» **Goal of the exercise**
Reproduce the material below line by line, beginning with its first line and ending with the line that contains "position:absolute; height:49px; border-radius:24px;"; leave out pictures.

» **Input material**
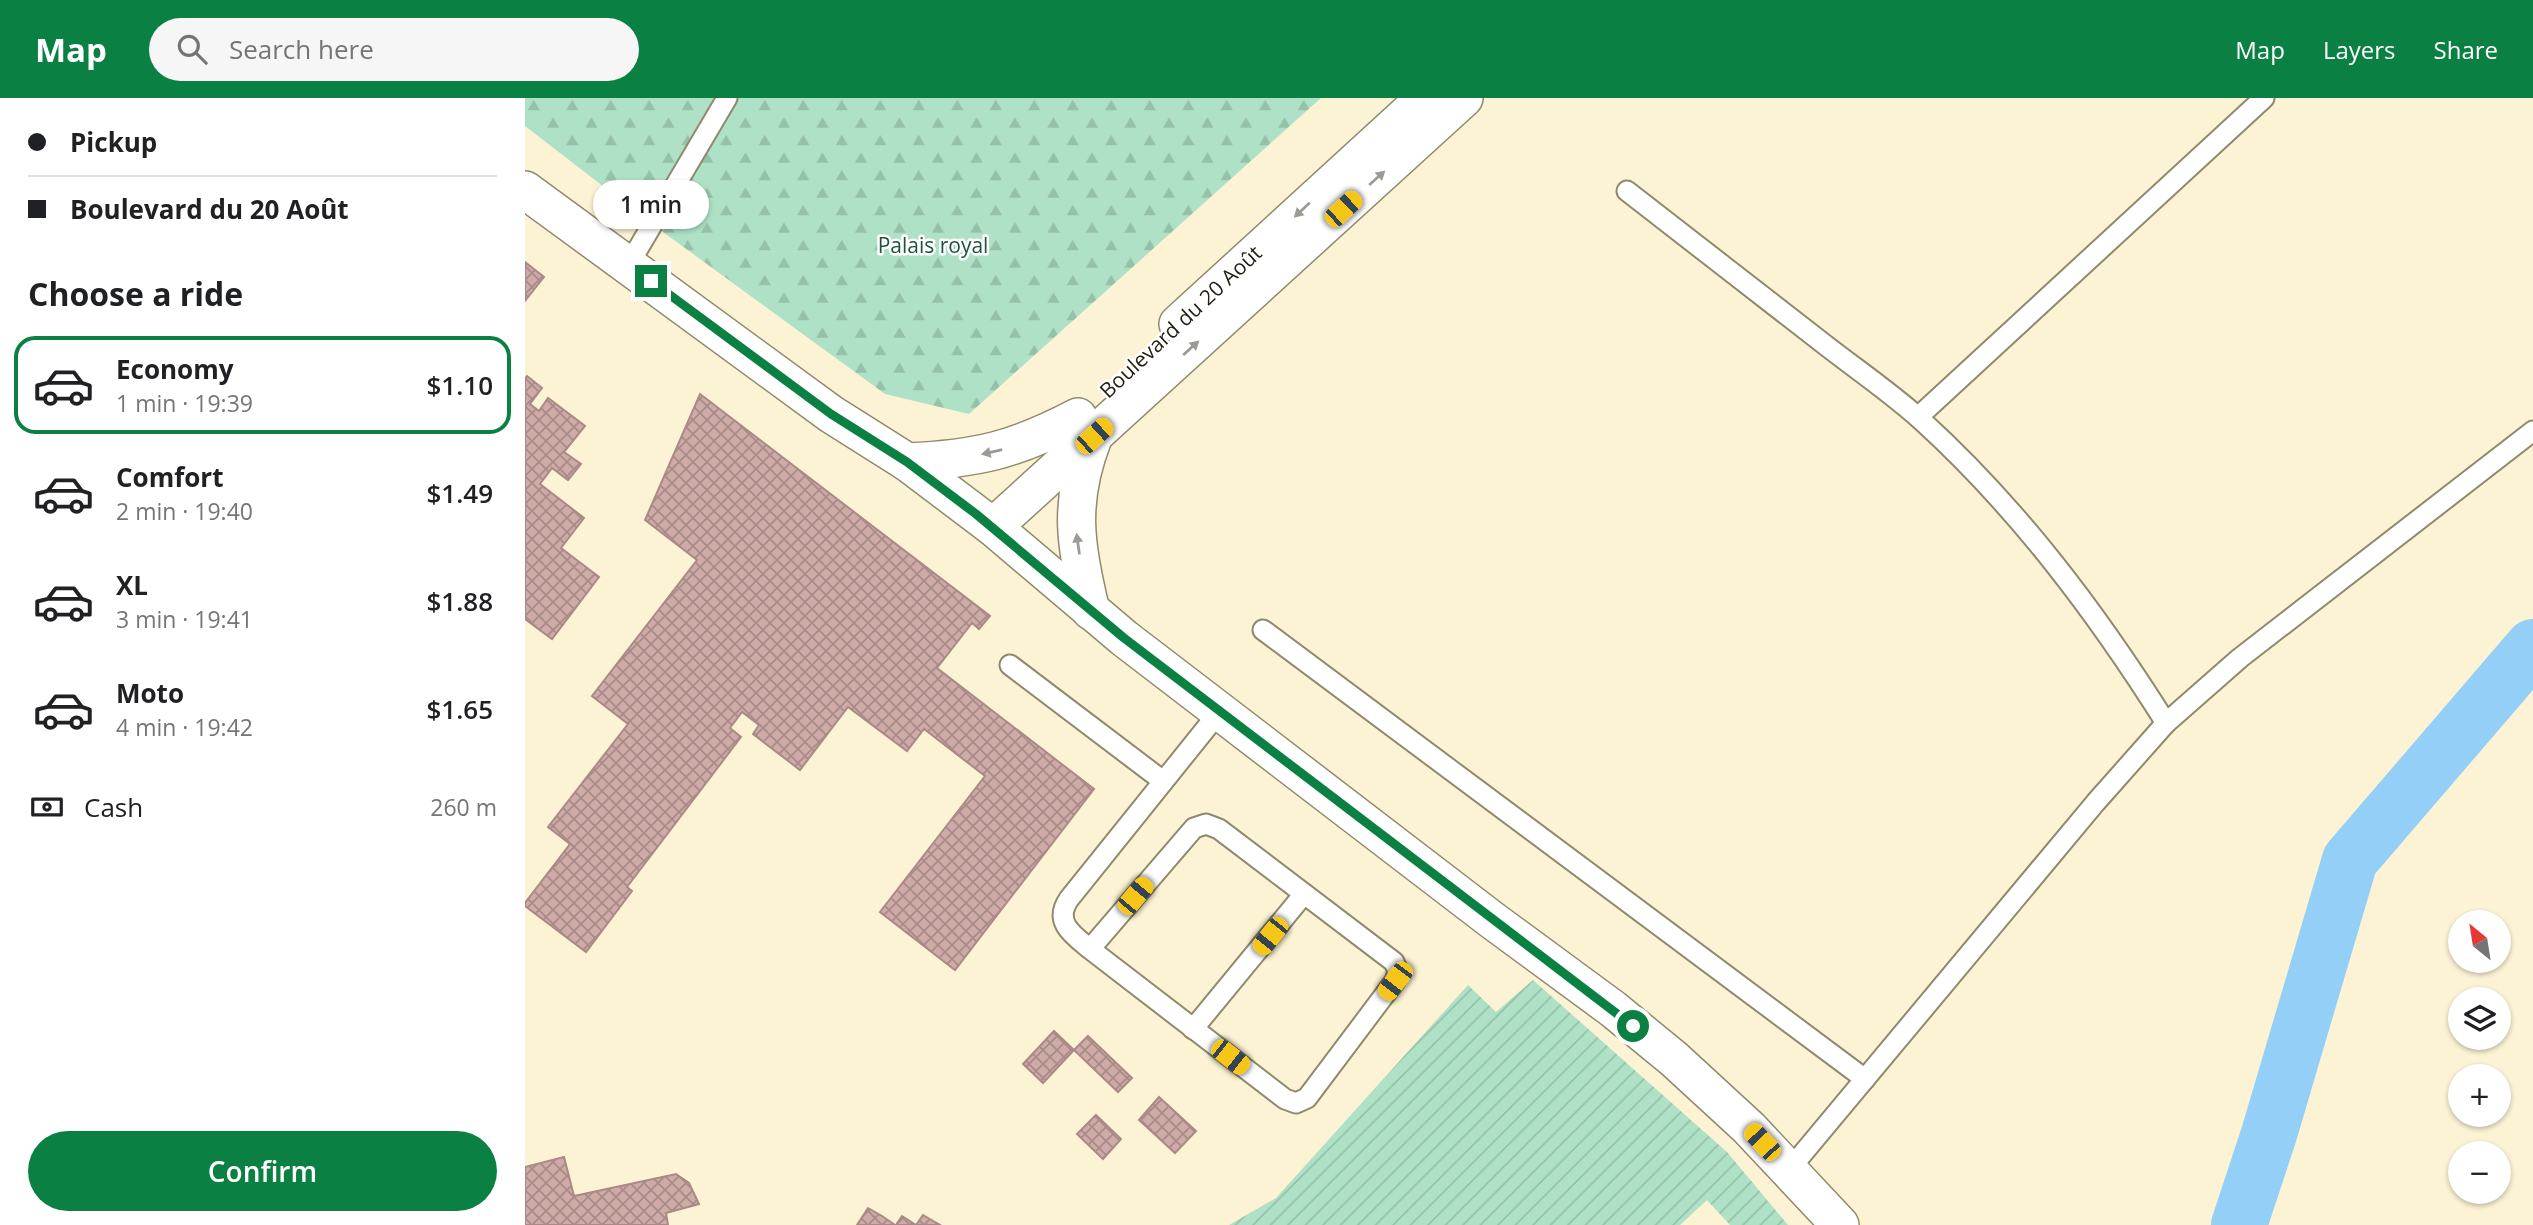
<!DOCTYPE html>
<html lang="en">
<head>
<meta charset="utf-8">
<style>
  :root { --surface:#fff; --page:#f6f6f6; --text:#202124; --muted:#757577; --line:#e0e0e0; --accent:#0b8043 }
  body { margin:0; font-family:"Open Sans",sans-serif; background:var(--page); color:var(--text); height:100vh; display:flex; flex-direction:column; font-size:26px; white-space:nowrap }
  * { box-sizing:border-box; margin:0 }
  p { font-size:23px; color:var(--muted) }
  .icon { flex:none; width:38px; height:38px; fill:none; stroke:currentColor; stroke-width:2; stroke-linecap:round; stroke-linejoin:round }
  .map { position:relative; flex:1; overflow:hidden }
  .panel { display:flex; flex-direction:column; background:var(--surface); width:525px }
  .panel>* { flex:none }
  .top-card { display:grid; align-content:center; height:154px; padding:0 28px; background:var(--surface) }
  .needle { width:46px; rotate:330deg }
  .tools { position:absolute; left:1923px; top:812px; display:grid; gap:14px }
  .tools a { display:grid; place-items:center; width:63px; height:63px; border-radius:50%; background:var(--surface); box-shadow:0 2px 5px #0004; font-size:35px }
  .end { position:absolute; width:32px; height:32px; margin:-16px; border:9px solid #0b8043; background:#fff; box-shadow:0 0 0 4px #fff }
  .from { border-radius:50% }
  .bubble { position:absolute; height:49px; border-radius:24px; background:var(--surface); box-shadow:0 2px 5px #0004; font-size:23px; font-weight:600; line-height:49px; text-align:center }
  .car { position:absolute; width:21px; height:42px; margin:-21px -10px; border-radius:9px; box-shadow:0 0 5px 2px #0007; background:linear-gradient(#f5c518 24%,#345 0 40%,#f5c518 0 76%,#345 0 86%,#f5c518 0) }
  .top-card b { display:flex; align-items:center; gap:24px; height:66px; font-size:26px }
  .top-card b+b { border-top:2px solid var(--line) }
  .top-card i { width:18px; height:18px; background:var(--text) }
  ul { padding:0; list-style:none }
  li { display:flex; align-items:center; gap:21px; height:98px; margin:0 14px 10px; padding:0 14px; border:4px solid transparent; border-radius:21px }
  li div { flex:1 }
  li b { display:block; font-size:26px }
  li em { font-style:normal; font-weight:600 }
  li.current { border-color:var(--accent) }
  li>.icon { width:63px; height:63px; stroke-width:1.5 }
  h2 { padding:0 28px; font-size:32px; line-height:84px }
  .pay { display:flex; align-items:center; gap:18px; height:77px; padding:0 28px; font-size:26px }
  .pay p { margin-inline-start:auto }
  .primary-button { display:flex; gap:14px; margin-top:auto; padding:14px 28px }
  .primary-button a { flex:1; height:80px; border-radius:42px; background:var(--accent); color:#fff; font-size:28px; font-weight:600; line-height:80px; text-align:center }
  header { display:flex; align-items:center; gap:42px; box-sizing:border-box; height:98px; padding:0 35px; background:var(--accent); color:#fff }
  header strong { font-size:33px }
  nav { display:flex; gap:38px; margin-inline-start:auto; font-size:24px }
  .search { width:490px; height:63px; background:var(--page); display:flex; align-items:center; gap:18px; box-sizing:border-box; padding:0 24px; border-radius:38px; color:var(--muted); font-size:26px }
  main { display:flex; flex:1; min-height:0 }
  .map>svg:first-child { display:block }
  .forest { fill:url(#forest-firs) }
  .garden { fill:url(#garden-furrows) }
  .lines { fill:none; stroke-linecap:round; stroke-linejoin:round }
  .river { stroke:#94cff8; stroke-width:56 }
  .building { fill:url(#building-cross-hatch); stroke:#ab8986; stroke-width:2 }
  .service-casing { stroke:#90896d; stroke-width:23 }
  .minor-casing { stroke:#90896d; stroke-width:40 }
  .service { stroke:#fff; stroke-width:19 }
  .minor { stroke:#fff; stroke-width:37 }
  .oneway { fill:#9c9a95 }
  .route { stroke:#0b8043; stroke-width:9 }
  .labels { text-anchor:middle; stroke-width:5; stroke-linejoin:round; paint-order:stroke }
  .park-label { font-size:21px; fill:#1f523b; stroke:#fff }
  .street-label { font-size:21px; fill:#221f14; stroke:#fff }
</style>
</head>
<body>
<header>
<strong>Map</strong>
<div class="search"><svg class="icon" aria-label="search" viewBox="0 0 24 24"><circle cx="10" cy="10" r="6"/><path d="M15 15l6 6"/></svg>Search here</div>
<nav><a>Map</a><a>Layers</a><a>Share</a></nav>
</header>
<main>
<section class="panel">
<div class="top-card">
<b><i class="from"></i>Pickup</b>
<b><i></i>Boulevard du 20 Août</b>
</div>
<h2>Choose a ride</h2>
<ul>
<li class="current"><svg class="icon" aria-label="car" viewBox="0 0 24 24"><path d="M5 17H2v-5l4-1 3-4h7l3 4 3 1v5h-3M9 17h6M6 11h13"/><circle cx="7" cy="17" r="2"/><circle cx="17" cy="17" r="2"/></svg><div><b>Economy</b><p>1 min · 19:39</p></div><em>$1.10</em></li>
<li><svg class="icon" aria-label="car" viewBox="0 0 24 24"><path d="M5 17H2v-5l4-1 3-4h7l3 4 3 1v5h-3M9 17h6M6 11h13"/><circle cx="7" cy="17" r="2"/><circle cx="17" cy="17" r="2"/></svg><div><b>Comfort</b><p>2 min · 19:40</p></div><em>$1.49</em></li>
<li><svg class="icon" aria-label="car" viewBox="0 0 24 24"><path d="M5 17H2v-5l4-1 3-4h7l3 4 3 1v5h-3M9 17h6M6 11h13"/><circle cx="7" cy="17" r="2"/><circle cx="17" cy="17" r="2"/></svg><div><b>XL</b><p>3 min · 19:41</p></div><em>$1.88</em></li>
<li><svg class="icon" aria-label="car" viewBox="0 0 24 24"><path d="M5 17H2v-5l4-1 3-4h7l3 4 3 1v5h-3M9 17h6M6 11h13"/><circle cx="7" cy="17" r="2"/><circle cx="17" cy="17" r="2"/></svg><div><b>Moto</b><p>4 min · 19:42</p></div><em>$1.65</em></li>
</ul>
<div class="pay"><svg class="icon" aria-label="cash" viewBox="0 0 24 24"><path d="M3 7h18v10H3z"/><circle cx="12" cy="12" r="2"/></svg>Cash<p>260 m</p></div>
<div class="primary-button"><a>Confirm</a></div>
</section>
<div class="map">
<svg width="2008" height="1127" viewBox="0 0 2008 1127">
  <defs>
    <pattern id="forest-firs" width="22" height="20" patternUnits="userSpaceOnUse" patternTransform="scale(1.75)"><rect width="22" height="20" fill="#afe1c6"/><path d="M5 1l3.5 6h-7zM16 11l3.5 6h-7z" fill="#96c1a9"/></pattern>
    <pattern id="garden-furrows" width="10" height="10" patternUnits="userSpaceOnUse" patternTransform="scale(1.75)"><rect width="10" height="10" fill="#afe1c6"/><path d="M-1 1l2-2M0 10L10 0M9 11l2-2" fill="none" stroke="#96c1a9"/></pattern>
    <pattern id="building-cross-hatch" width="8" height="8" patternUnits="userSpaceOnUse" patternTransform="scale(1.75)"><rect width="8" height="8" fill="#ceaba7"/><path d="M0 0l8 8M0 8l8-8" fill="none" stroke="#a78b87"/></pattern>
  </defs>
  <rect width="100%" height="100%" fill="#fbf3d4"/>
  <path class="forest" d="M 0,0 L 796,0 L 444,316 L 360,296 L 127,126 L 0,28 Z"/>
  <path class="garden" d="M 1008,882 L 1202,1054 L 1263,1127 L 1205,1127 L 1182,1102 L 1155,1127 L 704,1127 L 751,1100 L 943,887 L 971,914 Z"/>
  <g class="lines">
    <path class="river" d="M 1714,1127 L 1744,1036 L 1825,762 L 2008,549"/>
  </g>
  <g class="building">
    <path d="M 0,164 L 19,179 L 0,203 Z"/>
    <path d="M 2,278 L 17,290 L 5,306 L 14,313 L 23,300 L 60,328 L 39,354 L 56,366 L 43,382 L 27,370 L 15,386 L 59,420 L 36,450 L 74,479 L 27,541 L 0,521 L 0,281 Z"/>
    <path d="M 175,296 L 465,518 L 454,531 L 447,525 L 412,570 L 569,691 L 430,872 L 355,814 L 460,678 L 399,631 L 382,653 L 323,609 L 275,672 L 228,636 L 234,627 L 217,614 L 205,630 L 216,639 L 102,789 L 107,793 L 61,854 L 0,808 L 0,805 L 45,746 L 23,729 L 103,626 L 67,598 L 172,462 L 120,422 Z"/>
    <path d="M 529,933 L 549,952 L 518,985 L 498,966 Z"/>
    <path d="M 563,938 L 607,980 L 593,994 L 549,952 Z"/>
    <path d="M 634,999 L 671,1033 L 650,1055 L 614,1022 Z"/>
    <path d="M 571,1017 L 596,1041 L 578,1061 L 552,1036 Z"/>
    <path d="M 39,1059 L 49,1098 L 151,1076 L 164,1085 L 174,1106 L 141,1115 L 143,1127 L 0,1127 L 0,1069 Z"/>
    <path d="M 343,1110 L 357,1118 L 370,1127 L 332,1127 Z"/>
    <path d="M 398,1117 L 415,1127 L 371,1127 L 377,1118 L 391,1127 Z"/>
  </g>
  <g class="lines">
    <defs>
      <g id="service">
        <path d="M 1102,93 C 1168,144 1233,195 1299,246 C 1331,271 1365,294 1395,321 C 1493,410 1571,514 1641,625"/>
        <path d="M 104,166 L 202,0"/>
        <path d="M 1393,319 L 1739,0"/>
        <path d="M 738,532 L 1340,981"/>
        <path d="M 485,567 L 638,683"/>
        <path d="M 565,851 L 669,730 L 681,726 L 694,731 L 869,864 L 873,873 L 870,883 L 782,1000 L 771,1005 L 760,1001 L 565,851 C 548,837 528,824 544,801 L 695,613"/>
        <path d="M 668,931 L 779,796"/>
        <path d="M 1264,1072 L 1571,704 L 1641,625 L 1715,560 L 2008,333"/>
      </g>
      <g id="minor">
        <path d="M 0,92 L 306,316 L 382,364 L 468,429 L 599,540 L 967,822 L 1088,911 L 1149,961 L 1224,1030 L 1315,1127"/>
        <path d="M 653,226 L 900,0"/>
        <path d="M 382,364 C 452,361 490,352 553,319"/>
        <path d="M 468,429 L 939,0"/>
        <path d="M 566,513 C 550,448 543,404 568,340"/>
      </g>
    </defs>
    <use href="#service" class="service-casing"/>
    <use href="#minor" class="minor-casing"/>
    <use href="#service" class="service"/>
    <use href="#minor" class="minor"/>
  </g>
  <defs><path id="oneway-solid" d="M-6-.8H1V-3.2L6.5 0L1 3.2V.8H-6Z" transform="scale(1.75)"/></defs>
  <g class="oneway">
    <use href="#oneway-solid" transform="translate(852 80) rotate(-42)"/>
    <use href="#oneway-solid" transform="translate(777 112) rotate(137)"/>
    <use href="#oneway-solid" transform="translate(666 250) rotate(-42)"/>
    <use href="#oneway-solid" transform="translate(467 354) rotate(167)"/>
    <use href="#oneway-solid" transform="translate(553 446) rotate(-98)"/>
  </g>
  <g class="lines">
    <path class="route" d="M 126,183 L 306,316 L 382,364 L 451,416 L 599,540 L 1108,928"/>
  </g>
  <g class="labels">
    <g class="park-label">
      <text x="408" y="155">Palais royal</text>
    </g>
    <g class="street-label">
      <text transform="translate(656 224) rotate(-43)" y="7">Boulevard du 20 Août</text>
    </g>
  </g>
</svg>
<div class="tools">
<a><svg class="needle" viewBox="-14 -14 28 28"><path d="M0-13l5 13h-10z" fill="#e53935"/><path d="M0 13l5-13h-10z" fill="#757577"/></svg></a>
<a><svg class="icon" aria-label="layers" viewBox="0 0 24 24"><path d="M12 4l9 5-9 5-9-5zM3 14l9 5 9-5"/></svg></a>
<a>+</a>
<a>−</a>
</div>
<i class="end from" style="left:1108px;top:928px"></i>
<i class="end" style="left:126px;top:183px"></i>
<div class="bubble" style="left:68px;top:82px;width:116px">1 min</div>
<i class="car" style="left:818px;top:111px;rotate:47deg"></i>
<i class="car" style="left:569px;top:338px;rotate:48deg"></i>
<i class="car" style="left:610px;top:798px;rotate:40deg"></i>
<i class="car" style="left:745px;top:838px;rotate:219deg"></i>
<i class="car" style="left:870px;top:883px;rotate:217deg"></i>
<i class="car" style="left:705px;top:959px;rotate:128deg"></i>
<i class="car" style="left:1237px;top:1044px;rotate:317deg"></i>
</div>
</main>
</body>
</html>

» **Written response**
<!DOCTYPE html>
<html lang="en">
<head>
<meta charset="utf-8">
<style>
  :root { --surface:#fff; --page:#f6f6f6; --text:#202124; --muted:#757577; --line:#e0e0e0; --accent:#0b8043 }
  body { margin:0; font-family:"Open Sans",sans-serif; background:var(--page); color:var(--text); height:100vh; display:flex; flex-direction:column; font-size:26px; white-space:nowrap }
  * { box-sizing:border-box; margin:0 }
  p { font-size:23px; color:var(--muted) }
  .icon { flex:none; width:38px; height:38px; fill:none; stroke:currentColor; stroke-width:2; stroke-linecap:round; stroke-linejoin:round }
  .map { position:relative; flex:1; overflow:hidden }
  .panel { display:flex; flex-direction:column; background:var(--surface); width:525px }
  .panel>* { flex:none }
  .top-card { display:grid; align-content:center; height:154px; padding:0 28px; background:var(--surface) }
  .needle { width:46px; rotate:330deg }
  .tools { position:absolute; left:1923px; top:812px; display:grid; gap:14px }
  .tools a { display:grid; place-items:center; width:63px; height:63px; border-radius:50%; background:var(--surface); box-shadow:0 2px 5px #0004; font-size:35px }
  .end { position:absolute; width:32px; height:32px; margin:-16px; border:9px solid #0b8043; background:#fff; box-shadow:0 0 0 4px #fff }
  .from { border-radius:50% }
  .bubble { position:absolute; height:49px; border-radius:24px; background:var(--surface); box-shadow:0 2px 5px #0004; font-size:23px; font-weight:600; line-height:49px; text-align:center }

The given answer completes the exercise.